Problem details: An exact copy of the lines from the one containing "min · 08:06</p></div><em>$23.98</em></li>" through the last line below is required; include both of those lines and no others.

[Stored items]
□ □ □

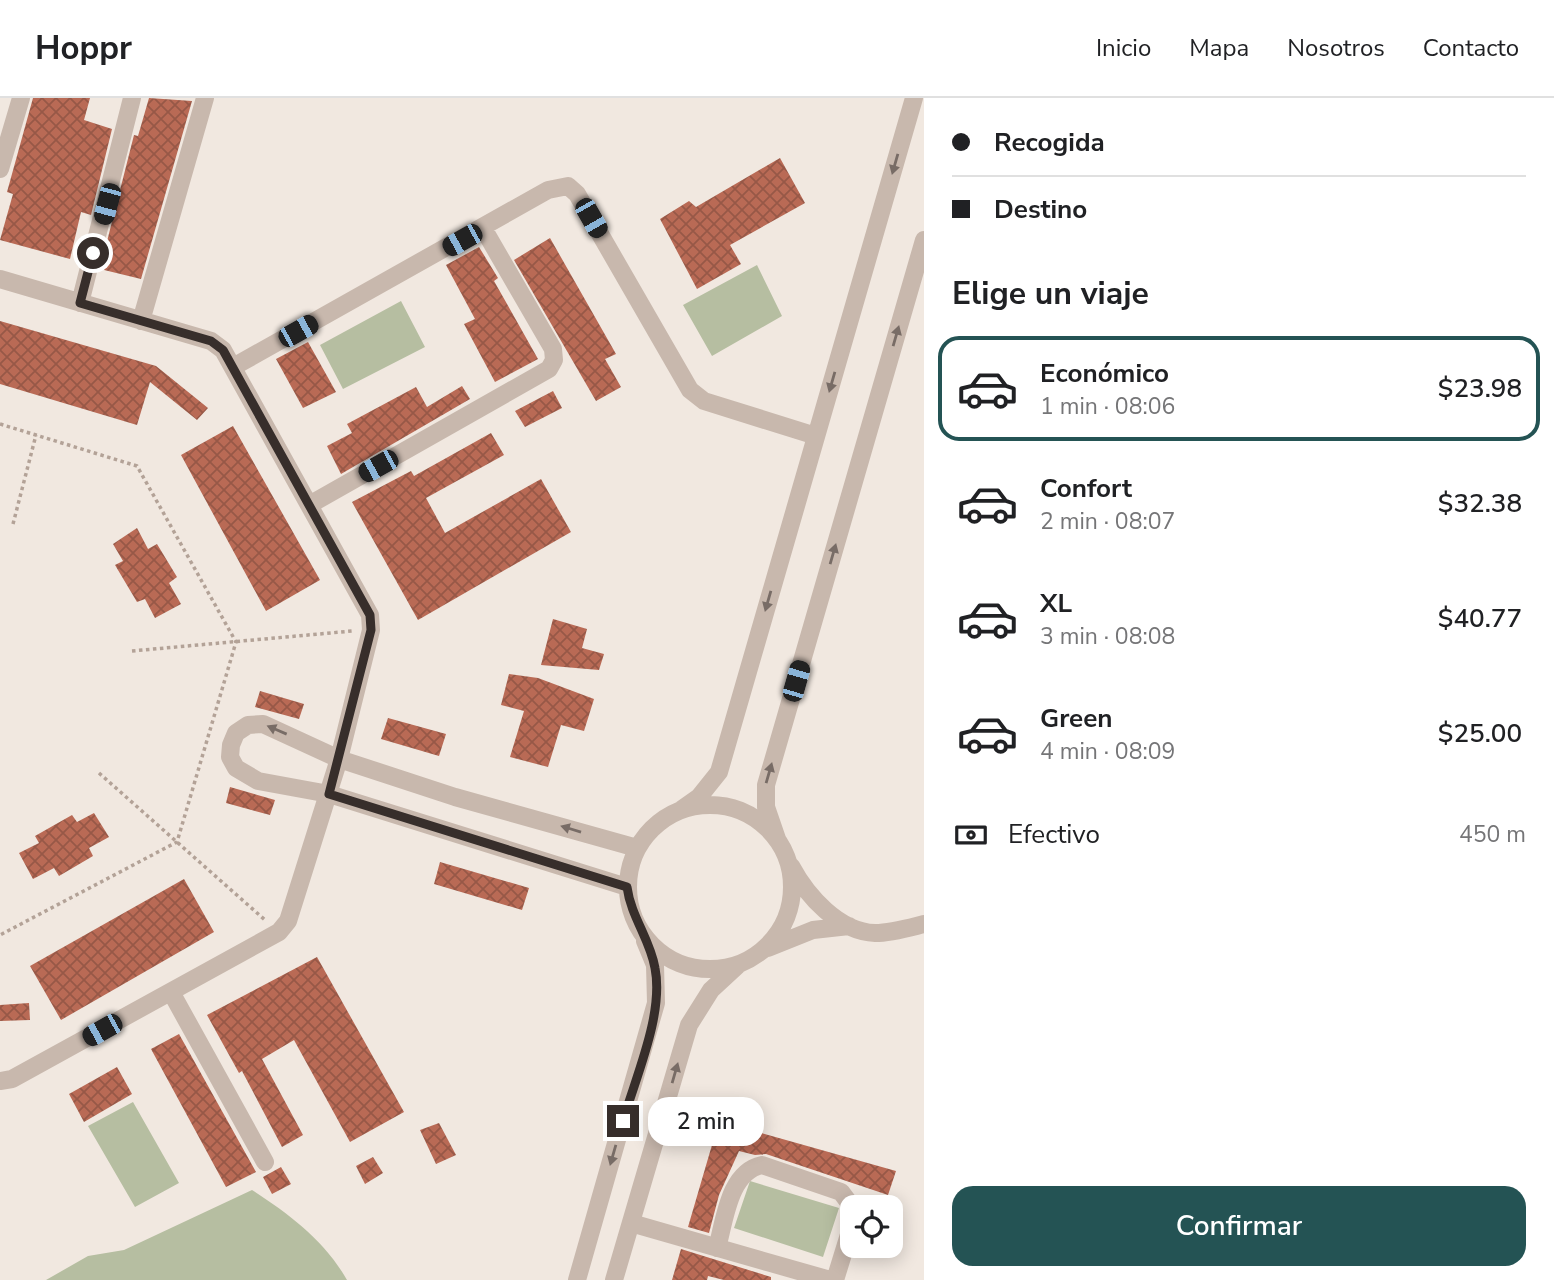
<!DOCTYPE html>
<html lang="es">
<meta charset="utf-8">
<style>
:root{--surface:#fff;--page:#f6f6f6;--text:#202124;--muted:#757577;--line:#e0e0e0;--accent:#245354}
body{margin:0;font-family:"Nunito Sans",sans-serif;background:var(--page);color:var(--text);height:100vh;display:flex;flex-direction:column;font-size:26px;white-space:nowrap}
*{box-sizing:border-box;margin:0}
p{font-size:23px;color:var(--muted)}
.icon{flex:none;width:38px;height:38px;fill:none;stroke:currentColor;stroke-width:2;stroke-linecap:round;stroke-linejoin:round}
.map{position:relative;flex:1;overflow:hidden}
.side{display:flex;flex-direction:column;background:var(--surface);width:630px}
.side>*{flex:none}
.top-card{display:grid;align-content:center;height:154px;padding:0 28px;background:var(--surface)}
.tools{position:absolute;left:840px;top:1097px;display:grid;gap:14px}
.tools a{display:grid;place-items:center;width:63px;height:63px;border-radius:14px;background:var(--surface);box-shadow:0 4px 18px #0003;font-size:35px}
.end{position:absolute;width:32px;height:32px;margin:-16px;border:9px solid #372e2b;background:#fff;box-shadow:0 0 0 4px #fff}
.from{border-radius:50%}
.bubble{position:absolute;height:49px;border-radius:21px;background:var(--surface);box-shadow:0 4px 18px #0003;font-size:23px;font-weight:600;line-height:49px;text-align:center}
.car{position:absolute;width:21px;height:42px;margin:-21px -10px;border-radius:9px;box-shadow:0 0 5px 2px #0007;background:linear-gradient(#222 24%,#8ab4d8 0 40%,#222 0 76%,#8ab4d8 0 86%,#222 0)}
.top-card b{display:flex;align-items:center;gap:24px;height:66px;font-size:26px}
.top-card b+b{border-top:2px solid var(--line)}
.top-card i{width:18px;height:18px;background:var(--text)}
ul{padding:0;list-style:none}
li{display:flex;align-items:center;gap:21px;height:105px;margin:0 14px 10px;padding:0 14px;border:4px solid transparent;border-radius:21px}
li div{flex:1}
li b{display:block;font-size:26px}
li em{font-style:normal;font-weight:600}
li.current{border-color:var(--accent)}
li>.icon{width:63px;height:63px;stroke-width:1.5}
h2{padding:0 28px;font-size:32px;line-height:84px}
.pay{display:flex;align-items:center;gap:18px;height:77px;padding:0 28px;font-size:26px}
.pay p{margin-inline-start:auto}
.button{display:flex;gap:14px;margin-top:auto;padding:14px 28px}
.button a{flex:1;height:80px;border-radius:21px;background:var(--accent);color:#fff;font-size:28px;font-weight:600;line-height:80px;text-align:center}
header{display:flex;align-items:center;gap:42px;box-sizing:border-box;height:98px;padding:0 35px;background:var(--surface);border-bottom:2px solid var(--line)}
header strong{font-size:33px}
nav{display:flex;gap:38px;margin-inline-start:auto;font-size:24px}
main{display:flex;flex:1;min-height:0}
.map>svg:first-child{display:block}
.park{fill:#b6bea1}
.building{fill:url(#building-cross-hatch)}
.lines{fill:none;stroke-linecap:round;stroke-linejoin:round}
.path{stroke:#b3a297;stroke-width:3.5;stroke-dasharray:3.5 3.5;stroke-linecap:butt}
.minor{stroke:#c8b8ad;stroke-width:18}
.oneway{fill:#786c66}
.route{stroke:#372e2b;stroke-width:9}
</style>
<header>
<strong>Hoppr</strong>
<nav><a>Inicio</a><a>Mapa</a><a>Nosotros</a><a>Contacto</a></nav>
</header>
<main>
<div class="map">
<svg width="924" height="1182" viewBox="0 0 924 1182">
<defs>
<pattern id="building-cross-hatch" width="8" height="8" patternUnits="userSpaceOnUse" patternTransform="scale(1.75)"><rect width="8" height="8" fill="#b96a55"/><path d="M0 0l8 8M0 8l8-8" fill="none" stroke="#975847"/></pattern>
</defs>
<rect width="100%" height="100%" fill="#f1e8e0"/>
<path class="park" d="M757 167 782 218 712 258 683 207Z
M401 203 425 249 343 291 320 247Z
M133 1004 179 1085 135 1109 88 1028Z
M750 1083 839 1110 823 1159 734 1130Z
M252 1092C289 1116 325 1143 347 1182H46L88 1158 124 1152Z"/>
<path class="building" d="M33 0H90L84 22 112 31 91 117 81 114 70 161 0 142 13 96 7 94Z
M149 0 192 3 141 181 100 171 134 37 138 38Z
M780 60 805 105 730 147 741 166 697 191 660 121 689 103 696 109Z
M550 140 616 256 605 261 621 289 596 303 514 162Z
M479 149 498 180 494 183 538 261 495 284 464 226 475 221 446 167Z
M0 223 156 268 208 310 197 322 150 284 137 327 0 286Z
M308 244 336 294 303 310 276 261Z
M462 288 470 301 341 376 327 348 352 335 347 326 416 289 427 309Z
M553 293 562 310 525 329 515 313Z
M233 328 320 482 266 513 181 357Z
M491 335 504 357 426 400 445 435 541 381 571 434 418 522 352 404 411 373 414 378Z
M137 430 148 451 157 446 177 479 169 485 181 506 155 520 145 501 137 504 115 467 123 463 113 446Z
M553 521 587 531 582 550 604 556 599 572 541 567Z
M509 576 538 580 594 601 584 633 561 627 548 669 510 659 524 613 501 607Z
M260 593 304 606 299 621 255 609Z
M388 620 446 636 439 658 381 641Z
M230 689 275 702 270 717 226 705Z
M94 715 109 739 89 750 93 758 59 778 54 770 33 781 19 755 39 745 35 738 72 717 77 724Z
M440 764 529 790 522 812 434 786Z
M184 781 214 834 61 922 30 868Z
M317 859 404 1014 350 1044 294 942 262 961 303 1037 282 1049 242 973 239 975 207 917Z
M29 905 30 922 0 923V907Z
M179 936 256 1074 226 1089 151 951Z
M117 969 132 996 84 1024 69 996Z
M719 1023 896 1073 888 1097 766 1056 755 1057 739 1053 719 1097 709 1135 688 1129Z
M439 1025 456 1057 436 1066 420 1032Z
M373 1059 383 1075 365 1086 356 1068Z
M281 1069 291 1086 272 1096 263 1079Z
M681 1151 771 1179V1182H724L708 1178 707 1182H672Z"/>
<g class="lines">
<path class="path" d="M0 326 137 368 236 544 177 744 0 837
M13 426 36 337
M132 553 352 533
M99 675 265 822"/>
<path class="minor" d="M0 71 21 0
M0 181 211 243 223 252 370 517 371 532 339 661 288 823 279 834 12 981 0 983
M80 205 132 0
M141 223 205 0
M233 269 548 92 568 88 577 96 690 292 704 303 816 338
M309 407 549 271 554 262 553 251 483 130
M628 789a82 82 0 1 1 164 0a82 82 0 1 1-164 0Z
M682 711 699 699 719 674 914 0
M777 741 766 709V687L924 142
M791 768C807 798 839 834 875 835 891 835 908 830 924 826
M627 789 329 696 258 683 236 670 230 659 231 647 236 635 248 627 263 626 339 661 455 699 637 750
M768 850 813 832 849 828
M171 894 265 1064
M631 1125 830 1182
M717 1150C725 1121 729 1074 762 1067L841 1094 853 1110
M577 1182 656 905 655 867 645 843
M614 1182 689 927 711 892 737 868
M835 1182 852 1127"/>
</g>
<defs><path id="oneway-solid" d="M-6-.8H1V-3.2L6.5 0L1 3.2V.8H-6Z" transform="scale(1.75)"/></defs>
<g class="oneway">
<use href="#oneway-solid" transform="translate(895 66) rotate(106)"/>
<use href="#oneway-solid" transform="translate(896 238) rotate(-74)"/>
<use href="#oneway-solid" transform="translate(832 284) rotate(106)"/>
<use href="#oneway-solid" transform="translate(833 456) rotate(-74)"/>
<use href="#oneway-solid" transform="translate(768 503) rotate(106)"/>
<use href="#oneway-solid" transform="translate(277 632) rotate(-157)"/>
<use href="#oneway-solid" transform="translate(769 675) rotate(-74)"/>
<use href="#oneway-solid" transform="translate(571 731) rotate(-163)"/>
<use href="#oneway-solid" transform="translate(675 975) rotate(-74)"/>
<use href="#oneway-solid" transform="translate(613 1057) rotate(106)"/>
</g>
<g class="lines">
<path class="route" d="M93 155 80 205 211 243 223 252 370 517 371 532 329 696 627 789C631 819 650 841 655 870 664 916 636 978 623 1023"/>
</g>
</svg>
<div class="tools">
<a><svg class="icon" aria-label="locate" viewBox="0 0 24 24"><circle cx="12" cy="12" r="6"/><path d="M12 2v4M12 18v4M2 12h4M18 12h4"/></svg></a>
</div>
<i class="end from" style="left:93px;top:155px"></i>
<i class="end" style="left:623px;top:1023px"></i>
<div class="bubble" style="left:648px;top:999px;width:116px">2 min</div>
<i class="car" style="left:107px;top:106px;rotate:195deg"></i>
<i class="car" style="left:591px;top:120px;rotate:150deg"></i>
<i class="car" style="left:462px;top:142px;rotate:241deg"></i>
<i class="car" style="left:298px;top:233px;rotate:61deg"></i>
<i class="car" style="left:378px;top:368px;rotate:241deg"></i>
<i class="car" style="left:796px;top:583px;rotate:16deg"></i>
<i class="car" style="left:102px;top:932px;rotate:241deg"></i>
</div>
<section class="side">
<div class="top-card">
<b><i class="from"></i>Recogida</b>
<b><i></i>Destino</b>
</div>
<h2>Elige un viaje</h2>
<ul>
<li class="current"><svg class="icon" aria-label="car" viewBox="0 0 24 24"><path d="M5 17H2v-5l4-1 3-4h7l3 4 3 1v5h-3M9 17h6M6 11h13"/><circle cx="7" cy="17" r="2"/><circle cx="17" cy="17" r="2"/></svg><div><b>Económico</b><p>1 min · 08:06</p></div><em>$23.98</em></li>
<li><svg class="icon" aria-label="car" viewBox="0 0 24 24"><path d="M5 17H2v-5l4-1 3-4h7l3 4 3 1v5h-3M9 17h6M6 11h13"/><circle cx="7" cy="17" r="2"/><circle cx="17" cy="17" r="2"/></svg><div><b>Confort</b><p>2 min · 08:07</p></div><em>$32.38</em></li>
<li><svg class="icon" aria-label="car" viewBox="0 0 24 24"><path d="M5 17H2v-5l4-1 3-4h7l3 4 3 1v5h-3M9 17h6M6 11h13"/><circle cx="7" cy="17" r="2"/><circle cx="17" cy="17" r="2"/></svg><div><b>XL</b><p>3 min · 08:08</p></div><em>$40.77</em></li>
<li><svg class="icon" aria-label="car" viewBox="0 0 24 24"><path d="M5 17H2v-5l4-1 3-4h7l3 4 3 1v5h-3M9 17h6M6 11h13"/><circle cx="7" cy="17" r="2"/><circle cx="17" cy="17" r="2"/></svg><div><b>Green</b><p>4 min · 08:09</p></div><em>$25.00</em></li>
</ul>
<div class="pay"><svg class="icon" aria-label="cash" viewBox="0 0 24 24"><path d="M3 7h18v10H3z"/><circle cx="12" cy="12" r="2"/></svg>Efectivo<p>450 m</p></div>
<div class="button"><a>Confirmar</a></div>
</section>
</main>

□ □ □

Solution to this exercise:
<li class="current"><svg class="icon" aria-label="car" viewBox="0 0 24 24"><path d="M5 17H2v-5l4-1 3-4h7l3 4 3 1v5h-3M9 17h6M6 11h13"/><circle cx="7" cy="17" r="2"/><circle cx="17" cy="17" r="2"/></svg><div><b>Económico</b><p>1 min · 08:06</p></div><em>$23.98</em></li>
<li><svg class="icon" aria-label="car" viewBox="0 0 24 24"><path d="M5 17H2v-5l4-1 3-4h7l3 4 3 1v5h-3M9 17h6M6 11h13"/><circle cx="7" cy="17" r="2"/><circle cx="17" cy="17" r="2"/></svg><div><b>Confort</b><p>2 min · 08:07</p></div><em>$32.38</em></li>
<li><svg class="icon" aria-label="car" viewBox="0 0 24 24"><path d="M5 17H2v-5l4-1 3-4h7l3 4 3 1v5h-3M9 17h6M6 11h13"/><circle cx="7" cy="17" r="2"/><circle cx="17" cy="17" r="2"/></svg><div><b>XL</b><p>3 min · 08:08</p></div><em>$40.77</em></li>
<li><svg class="icon" aria-label="car" viewBox="0 0 24 24"><path d="M5 17H2v-5l4-1 3-4h7l3 4 3 1v5h-3M9 17h6M6 11h13"/><circle cx="7" cy="17" r="2"/><circle cx="17" cy="17" r="2"/></svg><div><b>Green</b><p>4 min · 08:09</p></div><em>$25.00</em></li>
</ul>
<div class="pay"><svg class="icon" aria-label="cash" viewBox="0 0 24 24"><path d="M3 7h18v10H3z"/><circle cx="12" cy="12" r="2"/></svg>Efectivo<p>450 m</p></div>
<div class="button"><a>Confirmar</a></div>
</section>
</main>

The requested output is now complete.